An important association of the COD is the traumatic (simple) bone cyst (TBC). Classically the TBC displays little or no buccolingual expansion, but those associated with COD frequently exhibit bucco-lingual expansion and displace the inferior dental canal downwards.20
In addition, there may be an association between the idiopathic osteosclerosis and fluoridation of the water supply. A higher incidence of dental fluorosis was observed in the Chinese than in Caucasians or those of European or Indian descent. A similar high incidence of dental fluorosis was observed in the Japanese. The staple diet of both Chinese and Japanese is generally high in fluoride. Whether fluoride contributes to CODs in these East Asian communities is not known. Therefore, analysis of any CODs or IOSs removed for histopathology should include titration for fluoride.20
Additionally, association of cemento-osseous dysplasia with simple bone cysts and possible complication with secondary infection or osteomyelitis adds to the diagnostic dilemma of cemento-osseous dysplasia of the jaw. Unless symptomatic, no treatment is normally rendered because the process is self-limiting. Management of these conditions involves clinical and radiological follow-up, and periodontal, as well as restorative, care. A follow-up period of months has been recommended. Endodontic therapy should not be performed until periapical COD has been ruled-out.1
Given the limited role of histology in definitive diagnosis of different fibro-osseous lesions, the diagnosis of COD is usually based on the radiographic appearance and in the absence of clinical signs or symptoms. A biopsy is not normally indicated.22 Based on the current understanding of cemento-osseous dysplasias, new cases are diagnosed solely on radiographic features.20
Once the diagnosis has been made, no treatment is indicated; surgery and tooth extraction are used only when more conservative treatment has failed. This strategy minimizes the frequency of postoperative complications and poor tolerance of mucosal-borne dentures. 17
In our case, inscional biopsy was performed for the confirmation and the patient is on review.

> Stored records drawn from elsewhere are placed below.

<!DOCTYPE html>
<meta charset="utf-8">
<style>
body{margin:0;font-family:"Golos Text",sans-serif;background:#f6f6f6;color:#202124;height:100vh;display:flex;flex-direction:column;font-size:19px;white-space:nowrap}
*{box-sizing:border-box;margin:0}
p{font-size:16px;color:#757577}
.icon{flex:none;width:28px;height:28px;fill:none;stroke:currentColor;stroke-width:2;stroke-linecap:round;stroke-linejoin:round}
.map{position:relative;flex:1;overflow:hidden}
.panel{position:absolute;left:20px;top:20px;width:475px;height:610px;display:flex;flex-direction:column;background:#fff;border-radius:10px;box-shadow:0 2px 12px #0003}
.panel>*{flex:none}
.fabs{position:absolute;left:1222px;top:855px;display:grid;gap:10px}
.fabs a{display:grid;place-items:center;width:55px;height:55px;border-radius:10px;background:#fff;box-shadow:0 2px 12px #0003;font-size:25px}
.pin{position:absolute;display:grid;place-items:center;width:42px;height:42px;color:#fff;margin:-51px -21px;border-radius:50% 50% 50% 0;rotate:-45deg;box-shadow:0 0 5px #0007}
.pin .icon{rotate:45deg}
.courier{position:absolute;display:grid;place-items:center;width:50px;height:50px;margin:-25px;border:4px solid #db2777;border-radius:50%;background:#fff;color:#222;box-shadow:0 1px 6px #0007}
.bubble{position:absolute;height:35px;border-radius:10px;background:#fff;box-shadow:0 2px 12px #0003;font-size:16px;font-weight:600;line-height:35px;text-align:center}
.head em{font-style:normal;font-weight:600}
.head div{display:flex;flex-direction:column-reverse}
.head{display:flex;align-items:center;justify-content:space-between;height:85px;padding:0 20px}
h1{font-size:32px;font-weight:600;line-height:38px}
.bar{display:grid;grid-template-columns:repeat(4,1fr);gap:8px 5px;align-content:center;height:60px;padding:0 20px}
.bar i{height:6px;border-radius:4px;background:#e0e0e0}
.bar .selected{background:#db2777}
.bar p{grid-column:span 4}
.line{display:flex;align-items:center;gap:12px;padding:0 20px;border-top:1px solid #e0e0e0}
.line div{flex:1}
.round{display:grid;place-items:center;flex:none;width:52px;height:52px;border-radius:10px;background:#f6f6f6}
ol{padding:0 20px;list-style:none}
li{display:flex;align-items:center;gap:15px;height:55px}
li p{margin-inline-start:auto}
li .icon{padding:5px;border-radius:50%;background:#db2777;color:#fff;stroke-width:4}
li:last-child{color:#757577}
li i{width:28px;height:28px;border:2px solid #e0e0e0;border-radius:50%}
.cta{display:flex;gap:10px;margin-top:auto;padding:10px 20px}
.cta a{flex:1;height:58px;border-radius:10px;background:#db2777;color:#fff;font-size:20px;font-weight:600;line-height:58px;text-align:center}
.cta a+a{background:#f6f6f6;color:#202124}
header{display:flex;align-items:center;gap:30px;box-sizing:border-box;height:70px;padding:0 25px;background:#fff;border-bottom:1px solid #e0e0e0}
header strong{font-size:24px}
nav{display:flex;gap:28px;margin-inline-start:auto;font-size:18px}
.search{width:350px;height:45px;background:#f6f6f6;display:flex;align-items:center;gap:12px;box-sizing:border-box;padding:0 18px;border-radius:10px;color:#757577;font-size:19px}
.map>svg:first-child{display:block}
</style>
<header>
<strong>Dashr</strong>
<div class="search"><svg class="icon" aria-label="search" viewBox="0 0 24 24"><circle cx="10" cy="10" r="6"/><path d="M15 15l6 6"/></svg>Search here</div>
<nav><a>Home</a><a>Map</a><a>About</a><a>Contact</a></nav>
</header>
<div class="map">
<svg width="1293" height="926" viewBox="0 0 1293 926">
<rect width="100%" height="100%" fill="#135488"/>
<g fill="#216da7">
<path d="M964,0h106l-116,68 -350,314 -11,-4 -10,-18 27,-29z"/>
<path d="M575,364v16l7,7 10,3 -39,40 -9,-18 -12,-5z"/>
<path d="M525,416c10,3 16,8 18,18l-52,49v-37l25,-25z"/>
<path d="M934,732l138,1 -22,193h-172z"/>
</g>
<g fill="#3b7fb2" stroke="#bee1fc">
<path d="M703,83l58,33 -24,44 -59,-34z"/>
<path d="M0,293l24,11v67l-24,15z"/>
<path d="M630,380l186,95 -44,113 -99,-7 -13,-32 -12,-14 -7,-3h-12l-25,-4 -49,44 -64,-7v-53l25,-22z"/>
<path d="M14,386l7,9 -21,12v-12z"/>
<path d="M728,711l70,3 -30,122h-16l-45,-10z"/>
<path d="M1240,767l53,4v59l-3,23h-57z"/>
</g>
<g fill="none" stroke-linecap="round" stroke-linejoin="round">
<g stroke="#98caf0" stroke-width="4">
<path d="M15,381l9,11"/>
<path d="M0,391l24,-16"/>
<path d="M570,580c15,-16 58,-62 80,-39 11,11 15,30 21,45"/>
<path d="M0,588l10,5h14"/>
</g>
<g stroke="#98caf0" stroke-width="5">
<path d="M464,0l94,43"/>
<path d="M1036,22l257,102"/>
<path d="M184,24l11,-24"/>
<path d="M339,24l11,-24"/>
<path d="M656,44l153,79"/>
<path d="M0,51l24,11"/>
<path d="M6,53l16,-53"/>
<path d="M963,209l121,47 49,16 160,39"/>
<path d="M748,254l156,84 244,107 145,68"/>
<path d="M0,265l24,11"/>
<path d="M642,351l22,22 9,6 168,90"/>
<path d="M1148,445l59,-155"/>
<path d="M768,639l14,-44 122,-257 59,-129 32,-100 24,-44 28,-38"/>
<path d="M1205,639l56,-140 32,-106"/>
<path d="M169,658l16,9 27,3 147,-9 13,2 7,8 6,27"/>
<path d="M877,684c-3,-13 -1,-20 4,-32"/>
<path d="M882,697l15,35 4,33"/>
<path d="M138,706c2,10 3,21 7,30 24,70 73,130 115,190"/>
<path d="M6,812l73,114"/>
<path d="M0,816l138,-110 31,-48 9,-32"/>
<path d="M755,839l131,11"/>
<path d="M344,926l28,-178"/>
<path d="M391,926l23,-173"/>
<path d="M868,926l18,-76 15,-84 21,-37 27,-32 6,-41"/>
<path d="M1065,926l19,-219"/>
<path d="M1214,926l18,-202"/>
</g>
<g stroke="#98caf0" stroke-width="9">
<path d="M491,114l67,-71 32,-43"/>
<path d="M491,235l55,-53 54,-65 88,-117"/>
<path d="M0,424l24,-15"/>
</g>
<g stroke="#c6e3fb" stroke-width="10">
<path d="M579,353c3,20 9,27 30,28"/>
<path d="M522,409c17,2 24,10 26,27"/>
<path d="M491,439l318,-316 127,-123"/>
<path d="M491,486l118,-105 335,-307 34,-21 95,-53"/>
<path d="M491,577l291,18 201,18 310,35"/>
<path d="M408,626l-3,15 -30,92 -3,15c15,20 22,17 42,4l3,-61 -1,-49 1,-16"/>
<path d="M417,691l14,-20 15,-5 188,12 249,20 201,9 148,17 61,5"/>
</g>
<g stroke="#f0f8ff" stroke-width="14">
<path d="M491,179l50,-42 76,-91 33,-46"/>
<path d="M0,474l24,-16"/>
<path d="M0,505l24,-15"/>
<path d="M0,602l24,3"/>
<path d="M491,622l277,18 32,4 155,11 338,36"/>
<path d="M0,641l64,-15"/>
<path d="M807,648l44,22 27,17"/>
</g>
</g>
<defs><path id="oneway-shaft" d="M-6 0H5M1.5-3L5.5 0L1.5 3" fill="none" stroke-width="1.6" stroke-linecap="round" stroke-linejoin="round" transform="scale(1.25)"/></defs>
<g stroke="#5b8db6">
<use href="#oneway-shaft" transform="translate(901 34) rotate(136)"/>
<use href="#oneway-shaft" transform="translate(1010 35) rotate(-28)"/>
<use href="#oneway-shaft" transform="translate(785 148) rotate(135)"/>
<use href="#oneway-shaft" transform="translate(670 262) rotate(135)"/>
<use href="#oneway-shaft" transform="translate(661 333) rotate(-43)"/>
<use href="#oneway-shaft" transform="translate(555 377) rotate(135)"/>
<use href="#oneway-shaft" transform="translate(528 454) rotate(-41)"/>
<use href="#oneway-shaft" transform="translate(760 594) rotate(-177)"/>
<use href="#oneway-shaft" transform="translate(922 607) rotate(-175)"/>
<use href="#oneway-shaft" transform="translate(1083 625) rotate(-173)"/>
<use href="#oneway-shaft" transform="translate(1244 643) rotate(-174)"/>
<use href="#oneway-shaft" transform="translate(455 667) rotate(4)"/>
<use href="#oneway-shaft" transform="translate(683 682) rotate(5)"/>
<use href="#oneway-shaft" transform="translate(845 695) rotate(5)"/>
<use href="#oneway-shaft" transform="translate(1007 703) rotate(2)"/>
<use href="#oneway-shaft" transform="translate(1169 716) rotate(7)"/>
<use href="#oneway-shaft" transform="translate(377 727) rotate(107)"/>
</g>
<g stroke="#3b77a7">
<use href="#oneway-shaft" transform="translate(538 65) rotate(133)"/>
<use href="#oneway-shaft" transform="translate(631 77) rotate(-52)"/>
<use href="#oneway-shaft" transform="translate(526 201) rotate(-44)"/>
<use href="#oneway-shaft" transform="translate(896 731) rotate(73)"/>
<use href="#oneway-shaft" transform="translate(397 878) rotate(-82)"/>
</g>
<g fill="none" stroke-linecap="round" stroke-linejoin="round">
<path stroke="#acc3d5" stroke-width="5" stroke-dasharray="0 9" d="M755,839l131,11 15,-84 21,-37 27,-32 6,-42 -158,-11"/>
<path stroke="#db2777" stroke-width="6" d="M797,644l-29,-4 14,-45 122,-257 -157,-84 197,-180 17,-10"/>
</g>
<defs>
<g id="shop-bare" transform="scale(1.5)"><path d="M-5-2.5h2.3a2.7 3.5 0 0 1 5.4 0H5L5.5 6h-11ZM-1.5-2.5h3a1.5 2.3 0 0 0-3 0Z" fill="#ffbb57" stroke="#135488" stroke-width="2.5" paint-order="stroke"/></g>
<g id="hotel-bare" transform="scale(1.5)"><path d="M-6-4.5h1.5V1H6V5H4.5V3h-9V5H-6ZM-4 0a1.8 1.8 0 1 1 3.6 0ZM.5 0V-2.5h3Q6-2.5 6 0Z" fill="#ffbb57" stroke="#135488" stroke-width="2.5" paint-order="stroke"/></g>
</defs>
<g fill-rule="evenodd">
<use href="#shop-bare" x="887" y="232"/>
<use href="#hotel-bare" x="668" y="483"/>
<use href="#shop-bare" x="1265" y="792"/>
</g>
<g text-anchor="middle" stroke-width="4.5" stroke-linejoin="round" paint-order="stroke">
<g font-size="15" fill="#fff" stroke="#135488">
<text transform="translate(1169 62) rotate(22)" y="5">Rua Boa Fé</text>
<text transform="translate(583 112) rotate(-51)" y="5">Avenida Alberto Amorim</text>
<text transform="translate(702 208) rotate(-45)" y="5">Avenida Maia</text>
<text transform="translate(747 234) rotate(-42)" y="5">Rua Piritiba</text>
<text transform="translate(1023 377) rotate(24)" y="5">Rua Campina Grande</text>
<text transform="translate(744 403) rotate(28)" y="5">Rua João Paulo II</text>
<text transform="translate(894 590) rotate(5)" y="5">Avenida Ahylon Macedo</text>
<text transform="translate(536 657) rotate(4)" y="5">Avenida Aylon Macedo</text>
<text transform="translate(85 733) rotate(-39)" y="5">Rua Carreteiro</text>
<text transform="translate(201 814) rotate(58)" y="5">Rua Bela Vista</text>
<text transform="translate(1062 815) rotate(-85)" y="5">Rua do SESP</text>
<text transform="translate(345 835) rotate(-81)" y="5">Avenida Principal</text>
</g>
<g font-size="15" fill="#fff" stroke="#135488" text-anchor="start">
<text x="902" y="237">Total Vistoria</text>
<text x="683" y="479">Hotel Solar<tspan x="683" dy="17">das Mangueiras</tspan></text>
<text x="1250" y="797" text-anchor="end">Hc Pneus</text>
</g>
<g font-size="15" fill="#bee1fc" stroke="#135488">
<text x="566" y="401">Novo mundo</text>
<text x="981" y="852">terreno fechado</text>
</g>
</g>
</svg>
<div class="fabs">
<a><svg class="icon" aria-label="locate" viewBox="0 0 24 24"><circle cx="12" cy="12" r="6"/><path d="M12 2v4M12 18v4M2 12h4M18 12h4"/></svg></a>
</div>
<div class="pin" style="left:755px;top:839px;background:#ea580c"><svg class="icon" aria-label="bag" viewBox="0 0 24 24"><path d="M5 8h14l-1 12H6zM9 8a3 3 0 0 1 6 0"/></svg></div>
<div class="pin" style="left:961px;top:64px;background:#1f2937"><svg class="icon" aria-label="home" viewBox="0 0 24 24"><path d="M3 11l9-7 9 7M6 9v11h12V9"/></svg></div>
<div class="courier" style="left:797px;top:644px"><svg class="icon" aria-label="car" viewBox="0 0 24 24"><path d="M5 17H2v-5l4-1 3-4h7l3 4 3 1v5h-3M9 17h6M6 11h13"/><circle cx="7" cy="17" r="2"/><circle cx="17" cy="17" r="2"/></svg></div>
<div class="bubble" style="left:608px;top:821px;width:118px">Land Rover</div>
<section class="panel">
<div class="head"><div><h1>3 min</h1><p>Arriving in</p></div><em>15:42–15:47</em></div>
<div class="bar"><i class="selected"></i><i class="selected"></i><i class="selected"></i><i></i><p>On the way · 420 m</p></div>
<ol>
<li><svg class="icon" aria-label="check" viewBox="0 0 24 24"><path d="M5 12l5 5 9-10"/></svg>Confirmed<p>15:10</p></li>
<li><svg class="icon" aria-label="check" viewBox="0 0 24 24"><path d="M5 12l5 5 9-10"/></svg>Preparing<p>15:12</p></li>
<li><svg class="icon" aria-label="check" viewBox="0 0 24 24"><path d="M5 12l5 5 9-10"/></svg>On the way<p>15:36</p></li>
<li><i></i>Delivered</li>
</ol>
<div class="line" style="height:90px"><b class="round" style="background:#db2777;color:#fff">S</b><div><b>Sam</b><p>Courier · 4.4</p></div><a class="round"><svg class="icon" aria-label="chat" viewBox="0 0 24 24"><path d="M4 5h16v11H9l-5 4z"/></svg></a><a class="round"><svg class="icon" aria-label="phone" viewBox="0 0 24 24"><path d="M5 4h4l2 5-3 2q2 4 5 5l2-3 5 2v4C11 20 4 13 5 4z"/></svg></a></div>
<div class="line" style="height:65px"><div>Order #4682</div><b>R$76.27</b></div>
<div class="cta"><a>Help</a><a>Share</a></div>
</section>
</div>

An alert dentist would play a significant role in paving the way for early diagnosis of many such incidentally found tumors. Diligent care needs to be employed in assessing any changes seen in the jaws of the unsuspected individuals. Focal cement osseous dysplasia is typically asymptomatic and is accidentally detected on radiographic examination. Surgical intervention is not indicated unless the lesion shows signs of enlargement. So periodic follow up is recommended to assess whether the lesion has regressed or progressed.